その隙に更に魔力を込めてフライパンを剣に変えジョディの喉元につきつけようとしたが・・・
つきつける前に棍で上に弾かれ、逆に棍を喉元に突きつけられた。
「ちょっと本気になりすぎちゃう・・・」
とぼやいていると
ジョディが真剣な顔で言ってきた。
「あなた、本当に素人?私は棍術ではAクラスの魔獣も倒せるのよ?その私の攻撃を幾度となく躱し更に攻撃をしてくるなんて同じBランクの冒険者でもなかなかいないわよ?」
「こないに動けるとは思いませんでしたよ、死ぬかと思たよ。」
「まさか竜爪〈りゅうそう〉が防がれるとは思わなかったわ、あれがあなたの魔法?」
「はい、物資を違う物に変えることが出来るから、棍棒ぐらいの大きさやとちょうどよく色んなものに変えれるかと思ったんやけど・・戦闘中は難しいから練習せなあかんね。てか、やっぱり最後のは必殺技かいな、無茶苦茶やな。」
「異世界人の方がよっぽど無茶苦茶よ、LV1であの動きはないわ、私のプライドはズタズタよ?」
などとジョディはケラケラ笑いながら酒場にもどって行く。
酒場に戻るとマイセンとジョディが話をしている。
「冒険者カードは問題なく発行出来るわ、あとは経験ね。
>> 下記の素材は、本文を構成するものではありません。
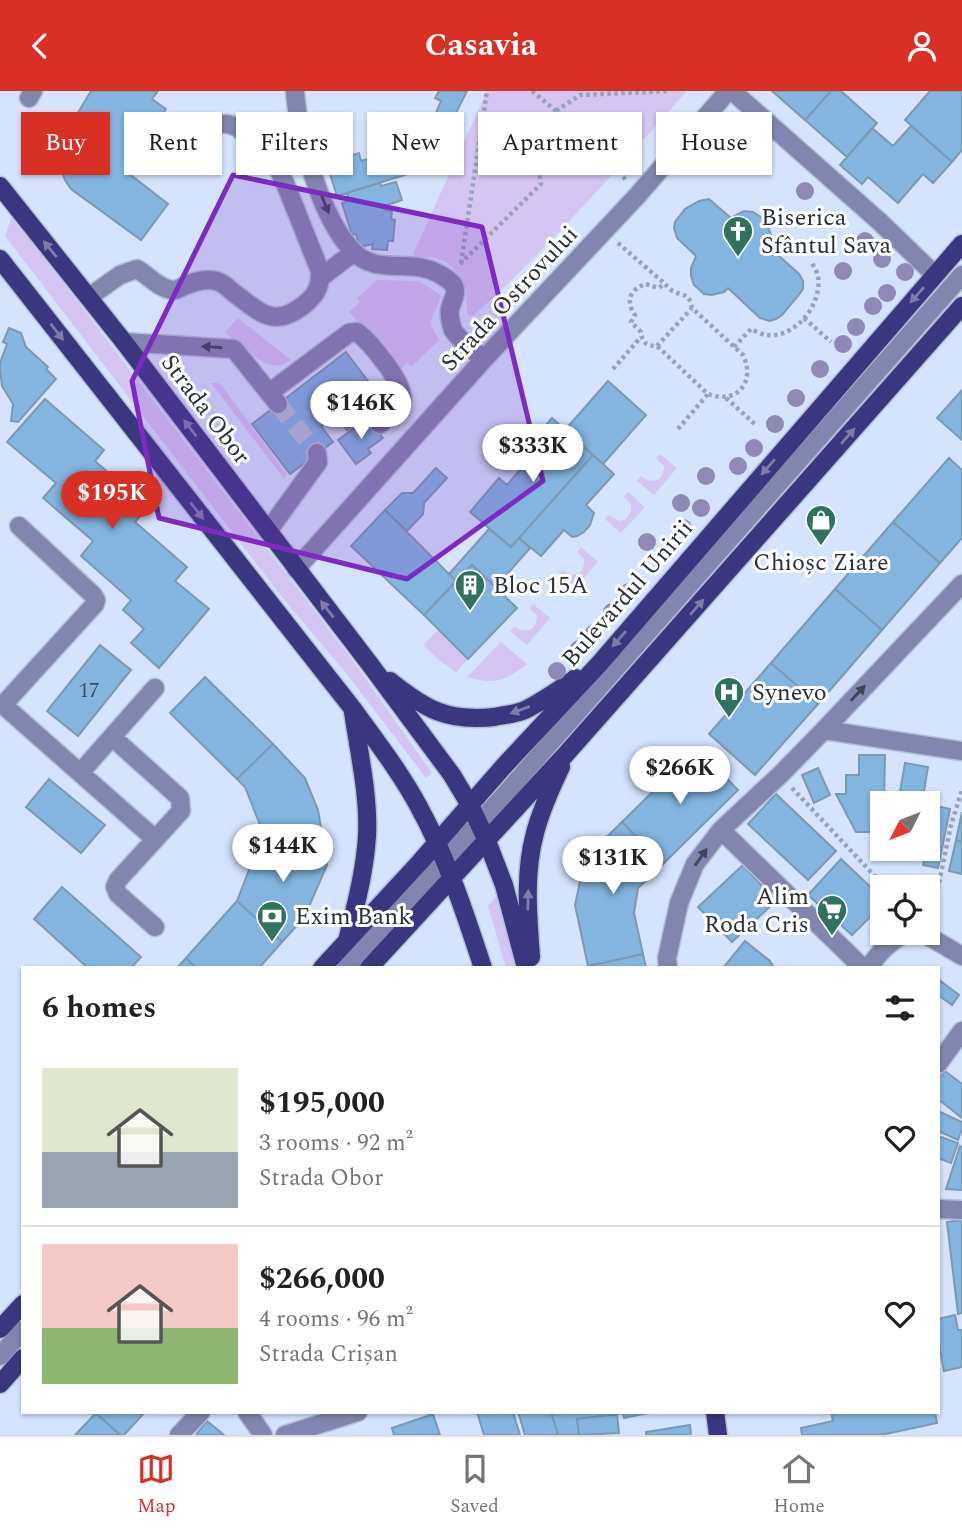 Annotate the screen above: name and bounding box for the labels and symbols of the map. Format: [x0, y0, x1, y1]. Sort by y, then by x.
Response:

誰かと暫く幾つかの依頼をこなしたら問題ないわ。」
「だとしたらジョディが彼の教育係で問題ないんじゃないか?」
「なんで私が!?」
「試験で竜爪〈りゅうそう〉なんか使ったのがバレたらやばいんじゃないか?」
「ッ!?・・・わかったわよ!!じゃあマスターが来たら早速依頼にいくわよ!!」
なんか俺を置いてきぼりでとんとん拍子に話がすすんでいるが無事に冒険者になることはできたようだ。
さてと、ここからが本当の異世界だな。
元風俗店員が冒険者の世界に一歩足を踏み入れま。
一体彼はこの世界で何をしていくのでしょうか。